◆ DESCRIPTION OF THE TASK ◆
Find the word "inline" in the records below. List each line containing it.

--------

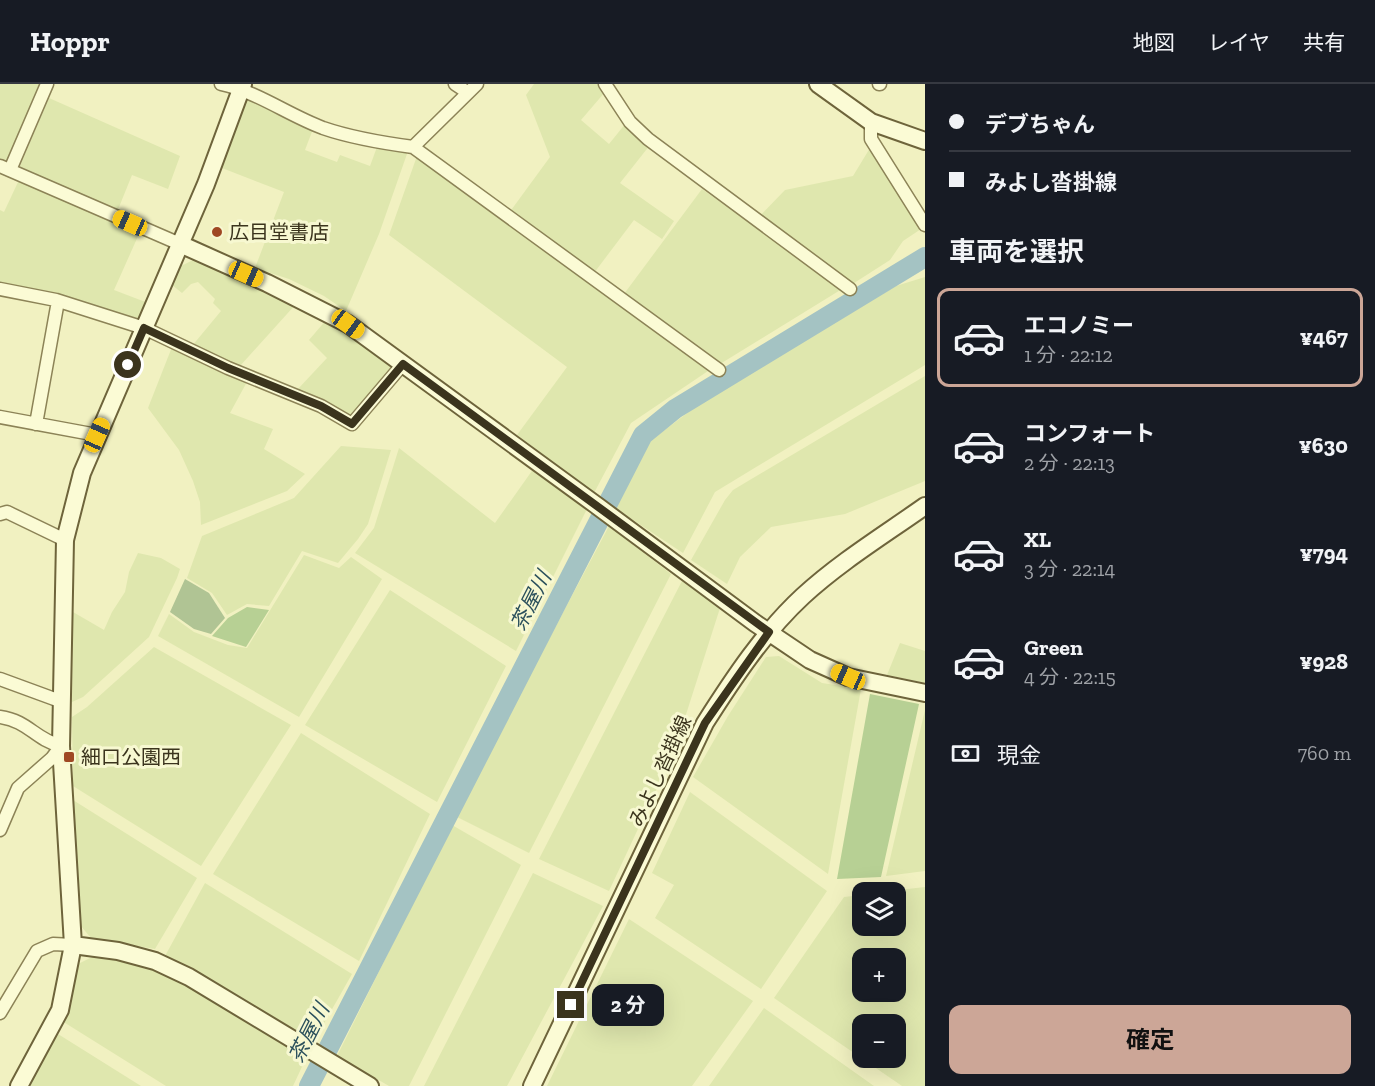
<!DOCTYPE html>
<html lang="ja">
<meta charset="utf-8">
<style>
:root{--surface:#171b24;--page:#20242c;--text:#f1f3f6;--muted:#9ea1a6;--line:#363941;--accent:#cca697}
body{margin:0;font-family:"Zilla Slab","Noto Sans JP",serif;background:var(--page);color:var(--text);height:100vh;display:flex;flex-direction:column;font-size:22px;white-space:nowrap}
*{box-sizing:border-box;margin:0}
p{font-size:20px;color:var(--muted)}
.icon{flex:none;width:33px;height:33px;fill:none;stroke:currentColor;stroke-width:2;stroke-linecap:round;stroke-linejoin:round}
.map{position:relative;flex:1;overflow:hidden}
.panel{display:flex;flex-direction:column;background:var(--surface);width:450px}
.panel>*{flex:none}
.guide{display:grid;align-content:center;height:132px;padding:0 24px;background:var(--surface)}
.controls{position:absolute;left:852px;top:798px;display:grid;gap:12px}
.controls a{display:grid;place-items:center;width:54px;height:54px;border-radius:12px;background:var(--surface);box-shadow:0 6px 24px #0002;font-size:30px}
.end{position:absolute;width:27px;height:27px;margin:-14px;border:8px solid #3b341d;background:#fff;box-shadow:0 0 0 3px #fff}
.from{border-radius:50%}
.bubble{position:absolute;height:42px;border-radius:12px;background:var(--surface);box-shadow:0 6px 24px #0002;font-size:20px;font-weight:700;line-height:42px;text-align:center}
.car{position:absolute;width:18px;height:36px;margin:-18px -9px;border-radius:8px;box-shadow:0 0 4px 2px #0007;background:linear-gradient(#f5c518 24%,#345 0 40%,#f5c518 0 76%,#345 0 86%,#f5c518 0)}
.guide b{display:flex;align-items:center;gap:21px;height:57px;font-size:22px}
.guide b+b{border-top:2px solid var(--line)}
.guide i{width:15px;height:15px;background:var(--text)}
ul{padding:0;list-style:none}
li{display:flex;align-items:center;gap:18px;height:99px;margin:0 12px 9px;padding:0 12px;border:3px solid transparent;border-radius:12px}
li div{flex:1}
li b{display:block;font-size:22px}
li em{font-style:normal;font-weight:700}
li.on{border-color:var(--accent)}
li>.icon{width:54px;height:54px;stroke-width:1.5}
h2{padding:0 24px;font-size:27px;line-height:72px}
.pay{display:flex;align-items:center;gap:15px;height:66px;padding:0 24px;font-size:22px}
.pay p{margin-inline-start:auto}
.action{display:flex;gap:12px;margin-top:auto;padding:12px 24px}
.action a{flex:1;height:69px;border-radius:12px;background:var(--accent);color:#111;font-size:24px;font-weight:700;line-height:69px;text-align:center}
header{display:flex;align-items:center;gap:36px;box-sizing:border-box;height:84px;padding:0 30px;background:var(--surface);border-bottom:2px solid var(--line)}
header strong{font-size:28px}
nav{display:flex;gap:33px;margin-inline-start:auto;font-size:21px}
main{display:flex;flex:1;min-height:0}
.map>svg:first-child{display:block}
.farmland{fill:#dfe7ae;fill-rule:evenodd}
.green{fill:#b7d094}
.cemetery{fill:#b0c494}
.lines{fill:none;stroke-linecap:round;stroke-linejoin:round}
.river{stroke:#a4c3c3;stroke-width:20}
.street-casing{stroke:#8c8357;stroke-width:15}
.secondary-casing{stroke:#6e643b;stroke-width:20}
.street{stroke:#fbfbd5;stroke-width:12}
.secondary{stroke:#fbfbd5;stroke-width:16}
.route{stroke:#3b341d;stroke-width:8}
.poi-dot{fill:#9f4823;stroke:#f7f8d1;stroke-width:2}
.labels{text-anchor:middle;stroke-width:6;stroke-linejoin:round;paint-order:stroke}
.poi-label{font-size:20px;fill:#3b341d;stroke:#f7f8d1;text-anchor:start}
.street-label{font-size:20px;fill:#3b341d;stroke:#f7f8d1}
.water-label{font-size:21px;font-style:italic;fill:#2b505c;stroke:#f7f8d1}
</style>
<header>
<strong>Hoppr</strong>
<nav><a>地図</a><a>レイヤ</a><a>共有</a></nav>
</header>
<main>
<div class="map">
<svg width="925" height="1002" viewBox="0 0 925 1002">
<rect width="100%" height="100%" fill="#f1f1c1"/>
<path class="farmland" d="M 0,0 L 43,0 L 9,79 L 0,75 Z
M 534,0 L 599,0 L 605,8 L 581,36 L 609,60 L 626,39 L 650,61 L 620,99 L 674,137 L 662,155 L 634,136 L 594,189 L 509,129 L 550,73 L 526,11 Z
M 248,13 L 313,45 L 305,66 L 337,78 L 340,71 L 370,82 L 377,63 L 408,67 L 379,150 L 346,227 L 324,212 L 289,195 L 255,184 L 284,108 L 222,84 Z
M 49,14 L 180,72 L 168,105 L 132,91 L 117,128 L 19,84 Z
M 870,64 L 921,145 L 903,157 L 890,176 L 851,201 L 758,134 L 785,106 L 853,92 Z
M 417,72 L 708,287 L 631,339 L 594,409 L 517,351 L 567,283 L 389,151 Z
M 19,96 L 139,150 L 114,206 L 148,219 L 141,237 L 0,202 L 0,126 L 4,128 Z
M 702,105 L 842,205 L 720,280 L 624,210 Z
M 195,175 L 296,220 L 240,282 L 192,262 L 221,227 L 213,219 L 215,215 L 198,198 L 191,200 L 182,209 L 172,201 L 181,182 Z
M 925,193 L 925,281 L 715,408 L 683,469 L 615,424 L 650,357 L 702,318 L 896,202 Z
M 327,235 L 397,283 L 352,333 L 297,306 L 327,274 L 309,256 Z
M 172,263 L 248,296 L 230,329 L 273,345 L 264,365 L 305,390 L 287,407 L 201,441 L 200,418 L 193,397 L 179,366 L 148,324 Z
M 925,292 L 925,397 L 845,430 L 771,443 L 740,473 L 727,500 L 691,476 L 725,416 L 733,406 Z
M 341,362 L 391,366 L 368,440 L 358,455 L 338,479 L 302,467 L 269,522 L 247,520 L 227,531 L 212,509 L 187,494 L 202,452 L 294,414 Z
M 399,364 L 495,439 L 534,384 L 587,425 L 516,567 L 355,469 L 374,444 Z
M 609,442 L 671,490 L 529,769 L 455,732 Z
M 138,469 L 161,474 L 180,485 L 177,494 L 149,553 L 83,613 L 72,618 L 73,528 L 104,546 L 112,528 L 125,508 L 129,488 Z
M 304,471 L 339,484 L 351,473 L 382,495 L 299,633 L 158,552 L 169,530 L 194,548 L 228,561 L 247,564 Z
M 683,495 L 720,524 L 674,668 L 609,807 L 539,775 Z
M 390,506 L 506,582 L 437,718 L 305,641 Z
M 900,559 L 925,567 L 925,599 L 887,591 Z
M 154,563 L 291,641 L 201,782 L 73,702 L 72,633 L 87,623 Z
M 779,572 L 822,599 L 861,605 L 828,790 L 693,693 L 728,632 L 766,573 Z
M 925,626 L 925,787 L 886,792 Z
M 301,649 L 430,730 L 359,877 L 213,790 Z
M 690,708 L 827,807 L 761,905 L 655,834 L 674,801 L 652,789 Z
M 73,716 L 197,794 L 155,865 L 91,854 L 80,841 Z
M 452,741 L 521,781 L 409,1002 L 389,1002 L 337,972 Z
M 533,789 L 603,822 L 507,1002 L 424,1002 Z
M 205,799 L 352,890 L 314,957 L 190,883 L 165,872 Z
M 925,803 L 925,1002 L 902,1002 L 774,914 L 844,813 L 862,811 L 862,842 L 896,842 L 896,808 L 881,808 ZM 862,874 L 896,874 L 896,908 L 862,908 ZM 862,940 L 896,940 L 896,974 L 862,974 Z
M 629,835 L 753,917 L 692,1002 L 547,1002 Z
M 98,870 L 152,883 L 184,898 L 307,972 L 293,1002 L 166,1002 L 62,937 L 71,922 L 78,880 Z
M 764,924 L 874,1002 L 709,1002 Z
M 58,950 L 141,1002 L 27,1002 Z"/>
<path class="green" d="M 247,523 L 269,526 L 246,563 L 212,552 L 228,534 Z
M 870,610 L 919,620 L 881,793 L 837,795 Z"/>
<path class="cemetery" d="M 185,495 L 209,509 L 225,534 L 211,550 L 194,545 L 170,528 Z"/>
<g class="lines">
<path class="river" d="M 309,1002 L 643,351 L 675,325 L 925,173"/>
<g class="street-casing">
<path id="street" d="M 221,0 C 258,8 288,31 323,44 C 352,54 383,59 413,63 L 719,286
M 455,0 L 467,8
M 605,0 L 630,38 L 648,55 L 850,205
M 879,0 L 880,0
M 871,38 L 871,55 L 925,141
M 413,63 L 477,0
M 0,82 L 180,160
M 10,86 L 47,0
M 0,205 L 56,216 L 144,244 L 228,284 L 321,322 L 352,340 L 403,280
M 0,333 L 97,351
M 36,340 L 58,217
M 0,430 L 7,428 L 65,456
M 0,595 L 60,617
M 0,633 C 29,637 34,655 61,662 L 52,674 L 18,704 L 0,746
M 0,929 L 37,867 L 53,860 L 73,861"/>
</g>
<g class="secondary-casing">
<path id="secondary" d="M 818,0 L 871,38 L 925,57
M 180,160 L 267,199 L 348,240 L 596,421
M 596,421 L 755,539 L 810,576 L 848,593 L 925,609
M 73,861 L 118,867 L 155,877 L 189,893 L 370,1002
M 19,1002 L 60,926 L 73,861 L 61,662 L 65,456 L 82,389 L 206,100 L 243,0
M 532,1002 L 705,639 C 733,595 764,548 803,512 C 840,478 884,451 925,422"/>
</g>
<use href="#street" class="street"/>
<use href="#secondary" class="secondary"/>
</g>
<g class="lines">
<path class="route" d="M 128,281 L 144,244 L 228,284 L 321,322 L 352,340 L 403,280 L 769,548 L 705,639 L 571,921"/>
</g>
<g class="poi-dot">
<circle cx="217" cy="148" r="6"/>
<rect x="63" y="667" width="12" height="12" rx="3"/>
</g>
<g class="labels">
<g class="poi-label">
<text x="229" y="155">広目堂書店</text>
<text x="81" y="680">細口公園西</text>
</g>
<g class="street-label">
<text transform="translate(660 687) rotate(-65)" y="7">みよし沓掛線</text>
</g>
<g class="water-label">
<text transform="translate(531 517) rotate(-63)" y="7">茶屋川</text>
<text transform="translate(309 949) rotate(-63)" y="7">茶屋川</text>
</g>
</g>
</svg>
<div class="controls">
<a><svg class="icon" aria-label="layers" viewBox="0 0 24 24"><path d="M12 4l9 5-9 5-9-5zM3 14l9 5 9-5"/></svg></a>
<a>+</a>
<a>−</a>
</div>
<i class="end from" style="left:128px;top:281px"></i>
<i class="end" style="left:571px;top:921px"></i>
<div class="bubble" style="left:592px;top:900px;width:72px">2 分</div>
<i class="car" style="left:130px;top:139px;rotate:294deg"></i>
<i class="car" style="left:246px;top:190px;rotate:114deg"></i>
<i class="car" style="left:348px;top:240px;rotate:126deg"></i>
<i class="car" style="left:97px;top:351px;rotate:24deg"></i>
<i class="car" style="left:848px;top:593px;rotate:294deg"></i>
</div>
<section class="panel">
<div class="guide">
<b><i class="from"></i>デブちゃん</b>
<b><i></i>みよし沓掛線</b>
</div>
<h2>車両を選択</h2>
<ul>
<li class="on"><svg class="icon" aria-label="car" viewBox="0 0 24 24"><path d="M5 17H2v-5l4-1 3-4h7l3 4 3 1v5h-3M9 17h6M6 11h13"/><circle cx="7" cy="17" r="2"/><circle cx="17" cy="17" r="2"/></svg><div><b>エコノミー</b><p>1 分 · 22:12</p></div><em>¥467</em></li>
<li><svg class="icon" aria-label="car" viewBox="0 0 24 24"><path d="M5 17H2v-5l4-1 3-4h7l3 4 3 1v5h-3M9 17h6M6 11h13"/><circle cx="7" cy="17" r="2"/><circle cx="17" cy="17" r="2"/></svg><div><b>コンフォート</b><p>2 分 · 22:13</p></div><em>¥630</em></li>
<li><svg class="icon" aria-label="car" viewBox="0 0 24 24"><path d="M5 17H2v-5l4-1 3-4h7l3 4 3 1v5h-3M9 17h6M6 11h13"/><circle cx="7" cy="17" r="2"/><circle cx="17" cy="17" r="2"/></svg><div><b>XL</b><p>3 分 · 22:14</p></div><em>¥794</em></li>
<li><svg class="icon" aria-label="car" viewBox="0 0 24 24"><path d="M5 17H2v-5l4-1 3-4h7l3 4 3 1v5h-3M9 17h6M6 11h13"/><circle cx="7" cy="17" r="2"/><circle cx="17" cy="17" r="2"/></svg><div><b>Green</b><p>4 分 · 22:15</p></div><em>¥928</em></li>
</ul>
<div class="pay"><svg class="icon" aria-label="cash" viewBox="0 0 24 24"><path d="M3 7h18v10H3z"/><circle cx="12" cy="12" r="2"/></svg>現金<p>760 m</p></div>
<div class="action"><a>確定</a></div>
</section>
</main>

--------

◆ THE ANSWER ◆
.pay p{margin-inline-start:auto}
nav{display:flex;gap:33px;margin-inline-start:auto;font-size:21px}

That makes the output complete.